Polícia prende suspeito de ser o maníaco do bairro Industrial

Mistério. Delegados saíram ontem do Departamento de Investigações sem falar com a imprensa

 A Polícia Civil prendeu ontem o homem que pode ser o maníaco que, entre abril e novembro do ano passado, estuprou e matou três mulheres no bairro Industrial, em Contagem, na região metropolitana de Belo Horizonte. Outros dois assassinatos de mulheres na mesma região também são atribuídos a ele.

A prisão, feita por policiais da equipe de Divisão de Crimes contra a Vida (DCcV) de Belo Horizonte, aconteceu pela manhã, na casa do suspeito, também no bairro Industrial. Até a noite de ontem, a descoberta da polícia estava cercada de mistério. À meia-noite, a imprensa aguardava por informações na porta do Departamento de Investigações (DI) da Polícia Civil, no bairro Lagoinha, região Noroeste, para onde o suspeito foi levado. O andar onde o suspeito estava foi isolado e até mesmo policiais do departamento tiveram a circulação restringida.
Por volta de 22h15, os delegados Wagner Pinto, chefe da Delegacia de Homicídios, e Frederico Abelha, que preside o inquérito, saíram do local acompanhados do chefe do DI, Edson Moreira, sem dar qualquer declaração à imprensa.

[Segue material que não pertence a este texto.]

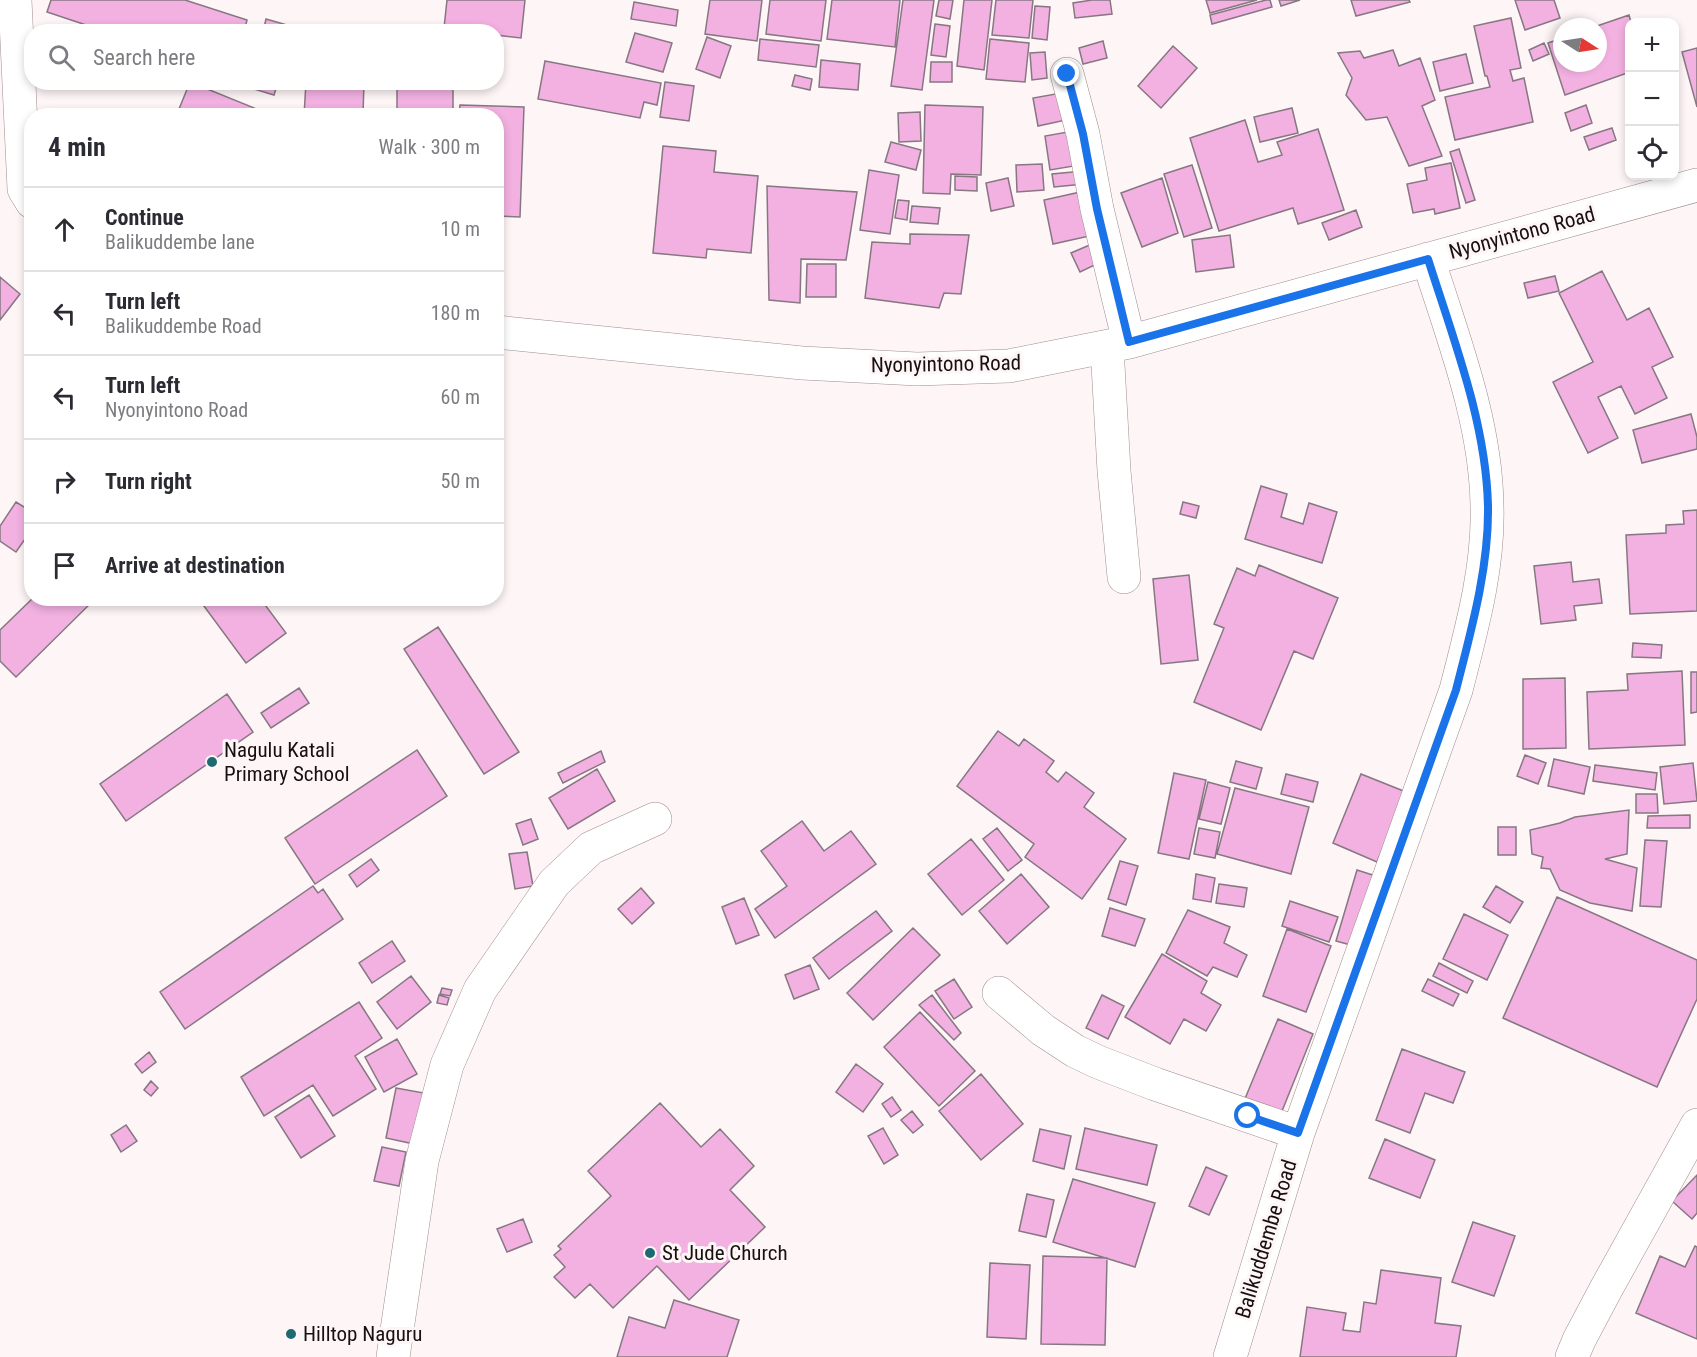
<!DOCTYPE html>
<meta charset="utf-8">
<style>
body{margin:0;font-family:"Roboto Condensed",sans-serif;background:#f7f7f7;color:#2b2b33}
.controls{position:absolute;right:18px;top:18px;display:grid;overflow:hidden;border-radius:12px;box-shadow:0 3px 9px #0003}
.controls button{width:54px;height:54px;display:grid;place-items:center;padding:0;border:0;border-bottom:2px solid #e1e1e2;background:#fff;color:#2b2b33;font:30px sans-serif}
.compass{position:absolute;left:1553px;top:18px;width:54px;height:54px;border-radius:50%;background:#fff;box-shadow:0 3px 9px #0003;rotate:102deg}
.stop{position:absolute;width:18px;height:18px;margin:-14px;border:4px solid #1a73e8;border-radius:50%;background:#fff}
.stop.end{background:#1a73e8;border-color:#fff;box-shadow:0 2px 6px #0008}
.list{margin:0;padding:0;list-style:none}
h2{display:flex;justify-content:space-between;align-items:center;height:78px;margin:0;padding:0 24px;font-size:26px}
h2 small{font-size:20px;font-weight:400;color:#7c7c81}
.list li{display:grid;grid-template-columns:39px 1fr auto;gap:18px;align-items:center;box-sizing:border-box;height:84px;padding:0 24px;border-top:2px solid #e1e1e2}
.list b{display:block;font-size:22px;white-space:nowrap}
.list p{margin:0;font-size:20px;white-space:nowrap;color:#7c7c81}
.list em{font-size:20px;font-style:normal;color:#7c7c81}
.icon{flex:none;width:33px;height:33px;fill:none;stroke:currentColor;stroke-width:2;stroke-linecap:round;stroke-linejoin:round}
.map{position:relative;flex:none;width:1697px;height:1357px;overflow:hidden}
.search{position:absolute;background:#fff;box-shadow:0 3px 9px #0003;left:24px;top:24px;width:480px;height:66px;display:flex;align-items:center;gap:15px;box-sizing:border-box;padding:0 21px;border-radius:24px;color:#7c7c81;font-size:22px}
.panel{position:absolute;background:#fff;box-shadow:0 3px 9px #0003;left:24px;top:108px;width:480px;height:498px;border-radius:24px}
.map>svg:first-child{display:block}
</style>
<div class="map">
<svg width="1697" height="1357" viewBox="0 0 1697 1357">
<rect width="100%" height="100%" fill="#fef5f6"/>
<path fill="#f2b1e1" stroke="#867782" stroke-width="1.5" d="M51,0H185L247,20L244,32H107L47,12Z
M447,0H525L521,38L496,35V32H470L444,28Z
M710,0H762L757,41L705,34Z
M770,0H826L821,41L766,34Z
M832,0H900L895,47L827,39Z
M903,0H934L922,90L891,86Z
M939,0H953L950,19L936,16Z
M964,0H992L984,70L957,66Z
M996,0H1033L1029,38L992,35Z
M1092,0H1110L1112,14L1075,18L1073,3Z
M1206,0H1257L1210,13Z
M1266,0H1270L1272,7L1212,24L1210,15Z
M1279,0H1300L1281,6Z
M1351,0H1409L1410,2L1356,16Z
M1515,0H1554L1560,18L1525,30Z
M634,2L678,10L676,26L631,19Z
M1035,6L1050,7L1047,40L1032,38Z
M1629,15L1631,22H1630V72L1565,95L1548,43L1562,38V63H1598V27H1594Z
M1511,18L1521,68L1510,70L1513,81L1524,78L1533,122L1455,140L1445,97L1490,87L1487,76H1485L1474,26Z
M266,19L294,27L293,32H263Z
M935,24L950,26L946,57L931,55Z
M635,33L672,43L663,72L626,62Z
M707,37L731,46L720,78L696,69Z
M760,39L819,45L816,67L758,60Z
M990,39L1029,43L1025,82L986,79Z
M1103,41L1107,58L1083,64L1079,48Z
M1544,43L1549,54L1533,61L1529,50Z
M1173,46L1197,68L1161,108L1138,86Z
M1697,48V107L1682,52Z
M1393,50L1399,66L1420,58L1435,100L1422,106L1442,156L1409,166L1387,117L1366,120L1346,95L1352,78L1338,53L1360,51L1364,58Z
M1045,52L1047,78L1032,80L1030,53Z
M1466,54L1473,83L1440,91L1433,62Z
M821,60L860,64L858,90L819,87Z
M545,61L661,83L657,105L644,102L640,118L538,99Z
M931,62H952V82H930Z
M795,75L812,79L810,90L792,86Z
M190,82L264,112L263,116L177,114Z
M248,82H278L274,95L247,87Z
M306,82H364L363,115L376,116H304Z
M665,82L694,86L689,121L660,117Z
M397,89H453V116H397Z
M1061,93L1066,120L1038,126L1033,98Z
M460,105L524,107L520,217L496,216V116H459Z
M925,105L983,107L981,175L951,174L950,194L923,193Z
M1586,105L1592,123L1571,131L1565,113Z
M1292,108L1298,133L1260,142L1254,117Z
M920,112L921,141L899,142L898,113Z
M1245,120L1258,162L1282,155L1277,142L1318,129L1344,210L1298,224L1293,208L1219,231L1190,138Z
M1612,128L1616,140L1589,150L1584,137Z
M1073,131L1080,165L1050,170L1045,136Z
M891,142L921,150L916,170L885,162Z
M663,146L716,151L714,172L758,176L751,253L707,249L706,258L653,253Z
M1459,149L1475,200L1466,203L1450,152Z
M1451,163L1460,208L1435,214L1434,209L1413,213L1407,184L1427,180L1425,168Z
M1042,164L1044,190L1017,192L1016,165Z
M1192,165L1212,228L1184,237L1164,174Z
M869,170L899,175L890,234L860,230Z
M1083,171L1084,184L1054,187L1052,174Z
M955,176L977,177V191L955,190Z
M1008,178L1014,206L991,211L986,183Z
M1162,178L1178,233L1142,247L1121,193Z
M767,186L857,192L846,260L801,259L800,303L769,300Z
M1085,191L1094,235L1053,244L1044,200Z
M898,200L909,201L907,220L895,218Z
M912,206L940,208L938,224L910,222Z
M1356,210L1362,227L1329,240L1322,223Z
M910,234L969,235L961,294L944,293L939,308L865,298L872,242L910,244Z
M1230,235L1234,267L1196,272L1192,240Z
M1092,244L1101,262L1080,272L1071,253Z
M807,264H836V297H806Z
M1602,271L1627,320L1649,308L1673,357L1652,367L1667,398L1635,414L1621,386L1598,397L1618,438L1588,453L1553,382L1593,362L1559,293Z
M1555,276L1559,291L1528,298L1524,283Z
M0,277L20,294L0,320Z
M1691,414L1697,437V449L1642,463L1633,430Z
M1261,486L1287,494L1281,517L1303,524L1309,503L1337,512L1322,563L1245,539Z
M16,502L32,512V529L16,552L0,541V526Z
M1183,502L1199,506L1196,518L1180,514Z
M1697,510V611L1630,614L1626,535L1666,533V525L1684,524L1683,511Z
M1571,562L1573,582L1599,579L1602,603L1574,606L1576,620L1541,624L1534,566Z
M1259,565L1338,598L1313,659L1294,651L1261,730L1194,702L1224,628L1214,624L1237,568L1255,576Z
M1189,575L1198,660L1161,664L1153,579Z
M33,598H91L93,601L16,677L0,661V630Z
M198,598H260L286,633L246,663Z
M438,627L519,752L484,774L404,649Z
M1633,643L1662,645L1661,658L1632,657Z
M1682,671L1685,745L1589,749L1587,692L1628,690L1627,674Z
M1691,672H1697V712L1691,713Z
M1565,678L1566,748L1523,749V679Z
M299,688L309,703L271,728L261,713Z
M227,694L253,732L126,821L100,784Z
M998,731L1019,746L1024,739L1054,761L1046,772L1058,782L1066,772L1094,793L1084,807L1126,839L1082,899L1025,857L1034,844L957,786Z
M417,750L447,796L315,884L285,838Z
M601,751L605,762L563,783L558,773Z
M1525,755L1546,763L1538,784L1517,776Z
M1554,759L1590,767L1584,794L1548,786Z
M1236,761L1262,768L1256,789L1230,782Z
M1693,763L1697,801L1664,804L1660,767Z
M1595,765L1657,773L1655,790L1593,781Z
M597,769L615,801L568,829L549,798Z
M1174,773L1206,780L1189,859L1158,853Z
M1286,774L1318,782L1313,802L1281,794Z
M1361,774L1406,792L1377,862L1333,843Z
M1208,782L1230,788L1221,824L1199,819Z
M1235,788L1309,807L1291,874L1217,854Z
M1636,794H1657L1658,813H1636Z
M1629,810L1627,854L1605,859L1637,868L1632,911L1590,903L1560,890L1550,869L1541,868L1543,857L1532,854L1530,830L1560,823L1575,817Z
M1690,815V828H1647L1648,816Z
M531,819L538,839L523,845L516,824Z
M802,821L824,851L851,831L876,864L775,938L755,909L787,886L761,851Z
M1498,827H1516V855H1498Z
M997,828L1022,860L1008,871L983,839Z
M1199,828L1220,832L1215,858L1194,854Z
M971,839L1004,880L962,915L928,874Z
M1645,840L1667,841L1661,907L1640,906Z
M527,852L533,886L515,889L509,854Z
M371,859L379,870L357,887L349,875Z
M1120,861L1138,866L1126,905L1108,899Z
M1357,870L1379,877L1358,947L1336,941Z
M1021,874L1049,907L1007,944L979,911Z
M1196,874L1215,878L1211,902L1193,899Z
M1219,884L1247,888L1244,907L1216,903Z
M313,886L318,893L323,889L343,919L185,1029L160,992Z
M1496,886L1523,902L1510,923L1483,907Z
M641,888L654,903L632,924L618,909Z
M1557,897L1697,960V999L1657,1087L1503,1018Z
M744,898L759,935L736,944L722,907Z
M1290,901L1338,917L1329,942L1282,926Z
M1110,908L1145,919L1135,946L1102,936Z
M1188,910L1230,927L1224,943L1247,955L1237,977L1213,967L1207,976L1166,953Z
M876,911L892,931L829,979L813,958Z
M1464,914L1508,935L1487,980L1443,959Z
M913,928L940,955L873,1020L847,993Z
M1287,929L1331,946L1306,1012L1263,996Z
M392,941L405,961L372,983L359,963Z
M1162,954L1207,981L1201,993L1221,1005L1206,1031L1184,1019L1170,1044L1125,1017Z
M1439,963L1473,981L1467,993L1433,976Z
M810,965L819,989L794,999L785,975Z
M411,976L431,1002L397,1029L377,1002Z
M954,979L972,1007L954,1019L935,991Z
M1428,979L1459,994L1453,1006L1422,991Z
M442,988L452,990L450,996L440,994Z
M439,995L449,998L447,1005L437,1003Z
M932,995L961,1033L954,1040L919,1005Z
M1102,995L1124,1006L1108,1039L1086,1028Z
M359,1002L382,1038L355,1056L376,1089L333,1116L313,1085L264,1116L241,1077Z
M920,1012L975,1071L939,1106L884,1047Z
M1278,1019L1313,1034L1280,1116L1244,1101Z
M397,1039L417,1074L384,1092L365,1057Z
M1402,1049L1465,1072L1453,1103L1425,1093L1410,1133L1376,1120Z
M149,1052L156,1062L142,1073L135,1064Z
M856,1064L883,1084L863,1112L836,1092Z
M981,1074L1023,1124L981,1160L939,1111Z
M151,1081L158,1088L151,1096L144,1090Z
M396,1088L424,1093L414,1144L386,1138Z
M309,1095L335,1136L301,1158L275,1117Z
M892,1097L901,1110L891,1117L882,1104Z
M660,1103L701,1147L720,1129L754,1166L730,1190L765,1227L689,1300L657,1266L613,1308L590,1284L575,1298L554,1277L565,1267L554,1255L561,1249L558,1246L611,1196L588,1171Z
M912,1111L923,1125L913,1133L901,1120Z
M126,1125L137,1141L121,1152L111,1135Z
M883,1128L898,1155L884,1164L868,1136Z
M1085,1128L1157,1145L1147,1185L1076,1169Z
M1040,1129L1071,1136L1064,1169L1033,1161Z
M1385,1139L1435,1160L1420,1198L1369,1178Z
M382,1147L406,1152L399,1186L374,1181Z
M1206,1167L1227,1176L1209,1215L1189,1206Z
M1697,1175V1213L1692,1219L1672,1201Z
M1073,1179L1155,1203L1135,1267L1053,1242Z
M1027,1194L1054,1200L1046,1237L1019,1231Z
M523,1219L532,1242L507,1252L497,1229Z
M1473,1222L1515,1236L1494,1296L1452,1282Z
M1695,1246L1697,1247V1339L1636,1313L1660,1256L1685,1267Z
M1043,1256L1107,1258L1105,1345L1041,1344Z
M990,1263L1030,1265L1026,1339L987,1337Z
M1381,1270L1441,1278L1435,1323L1461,1326L1456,1357H1300L1307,1307L1346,1313L1343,1330L1360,1332L1364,1302L1376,1304Z
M674,1300L739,1320L727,1357H617L629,1317L665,1328Z"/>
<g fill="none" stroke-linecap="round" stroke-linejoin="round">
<defs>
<path id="minor" d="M15,0L24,189L32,202
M1067,74L1083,134L1097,209L1129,342
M496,332L802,363L917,369L1009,366L1129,342L1697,185
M1107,347L1114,471L1124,577
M999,993L1043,1030L1075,1051L1098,1062L1155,1084L1298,1133
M393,1357L422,1161L447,1065L480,990L554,883L591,848L655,819
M1230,1357L1298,1133L1456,690C1471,631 1489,568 1487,506C1486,422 1453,338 1428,259
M1572,1357L1579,1340L1606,1289L1697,1125"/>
</defs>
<use href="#minor" stroke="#a18d8f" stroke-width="34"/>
<use href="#minor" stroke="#fff" stroke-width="33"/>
</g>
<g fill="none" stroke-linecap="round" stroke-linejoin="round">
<path stroke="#1a73e8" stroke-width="8" d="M1067,74L1083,134L1097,209L1129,342L1428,259C1453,338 1486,422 1488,506C1489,568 1471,631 1456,690L1298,1133L1248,1116"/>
</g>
<g fill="#1e6a70" stroke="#fef5f6" stroke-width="2">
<circle cx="212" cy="762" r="6"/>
<circle cx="650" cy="1253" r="6"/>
<circle cx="291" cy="1334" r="6"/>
</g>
<g text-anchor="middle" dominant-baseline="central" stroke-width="6" stroke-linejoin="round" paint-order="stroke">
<g font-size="21" fill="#171011" stroke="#fef5f6">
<text transform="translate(1522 233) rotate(-15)">Nyonyintono Road</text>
<text transform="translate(946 364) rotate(-1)">Nyonyintono Road</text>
<text transform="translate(1266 1239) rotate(-73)">Balikuddembe Road</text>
</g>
<g font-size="21" fill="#171011" stroke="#fef5f6" text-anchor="start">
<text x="224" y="750">Nagulu Katali<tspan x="224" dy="24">Primary School</tspan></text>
<text x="662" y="1253">St Jude Church</text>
<text x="303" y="1334">Hilltop Naguru</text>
</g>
</g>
</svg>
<div class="controls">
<button>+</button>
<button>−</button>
<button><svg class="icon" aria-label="locate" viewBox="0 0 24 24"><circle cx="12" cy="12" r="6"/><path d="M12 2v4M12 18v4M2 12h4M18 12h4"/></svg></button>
</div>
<svg class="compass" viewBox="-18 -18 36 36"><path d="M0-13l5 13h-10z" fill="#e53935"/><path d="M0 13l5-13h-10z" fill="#7c7c81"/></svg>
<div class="stop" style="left:1248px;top:1116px"></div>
<div class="stop end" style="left:1067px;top:74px"></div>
<div class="search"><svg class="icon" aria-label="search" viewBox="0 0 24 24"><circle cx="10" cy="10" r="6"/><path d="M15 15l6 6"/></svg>Search here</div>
<section class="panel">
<h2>4 min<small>Walk · 300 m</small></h2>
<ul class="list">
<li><svg class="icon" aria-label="ahead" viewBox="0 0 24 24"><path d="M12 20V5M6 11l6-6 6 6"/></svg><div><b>Continue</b><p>Balikuddembe lane</p></div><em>10 m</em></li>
<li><svg class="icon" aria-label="left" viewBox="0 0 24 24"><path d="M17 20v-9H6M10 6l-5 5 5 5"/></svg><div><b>Turn left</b><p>Balikuddembe Road</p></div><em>180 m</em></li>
<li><svg class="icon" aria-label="left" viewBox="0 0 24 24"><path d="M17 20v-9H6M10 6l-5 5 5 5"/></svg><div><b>Turn left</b><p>Nyonyintono Road</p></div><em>60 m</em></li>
<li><svg class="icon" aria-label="right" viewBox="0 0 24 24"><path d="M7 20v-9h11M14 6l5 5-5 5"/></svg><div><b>Turn right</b></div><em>50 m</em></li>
<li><svg class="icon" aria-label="arrive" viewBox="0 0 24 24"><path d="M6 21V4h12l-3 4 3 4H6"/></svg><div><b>Arrive at destination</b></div></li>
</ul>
</section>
</div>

Eles não falaram sobre a identidade do acusado, mas fontes ligadas à Polícia Civil informaram que o suspeito é casado, pai de cinco filhos e conhecia as vítimas. "Pelo que me informaram, ele é um cara tranquilo, fora de qualquer suspeita", disse a fonte.

A fonte informou ainda da que o retrato falado, constituído a partir de informações de uma testemunha, colaborou para que os investigadores chegassem ao suspeito. O acusado tem cerca de 1,80m de altura, é branco, forte e tem aproximadamente 30 anos. Telefones celulares encontrados na casa do suspeito e que seriam das vítimas são, de acordo com a fonte, a prova mais concreta que liga o acusado aos assassinatos. A informação, no entanto, não foi confirmada pela Polícia Civil.

Hoje devem ficar prontos os exames de DNA que podem confirmar a relação do suspeito com os crimes. Ontem à tarde, peritos recolheram material para comparação genética com as amostras de sêmen encontradas em três das vítimas. Geralmente esses resultados só são liberados até 20 dias após a coleta, mas pela relevância do caso, a Polícia Civil pediu urgência na análise.
Anísio Hernisdorss, que comanda a equipe de peritos, não revelou que tipo de material do suspeito foi recolhido, contudo, mostrou-se otimista em relação à solução do caso. "A polícia está no caminho", resumiu.

Ontem à noite, a reportagem de O TEMPO obteve informações sobre as primeiras horas do suspeito na prisão. Detido em uma sala do departamento, ele teria jantado – a mesma refeição dos presos abrigados no local – e aguardava a definição sobre onde passaria a noite, se numa cela separada no DI ou se seria transferido para outra unidade da Polícia Civil. Ouvido por policiais que comandam a investigação, ele teria negado qualquer ligação com os crimes. A polícia acompanhava os passos do suspeito há cerca de um mês.

Promotor
Estaca zero. O promotor Francisco Santiago, que participa da força-tarefa que procura o homicida, chegou a dizer, na sexta-feira passada, que as investigações estavam na "estaca zero".


 
 
Ataques mantinham perfil

O maníaco teria um perfil preferencial para atacar suas vítimas. As mulheres seriam magras, morenas, de cabelos longos e lisos. As suas ações ficaram marcadas por levar consigo os celulares das vítimas.

A empresária Ana Carolina Menezes Assunção, 27, Maria Helena Aguiar, 48, e a contadora Edna Cordeiro de Oliveira Freitas, 35, possuem o mesmo perfil biofísico. O desaparecimento da comerciante Adina Feitor Porto, 34, e da estudante Natália Cristina de Almeida Paiva, 27, comprovam o perfil de perversidade.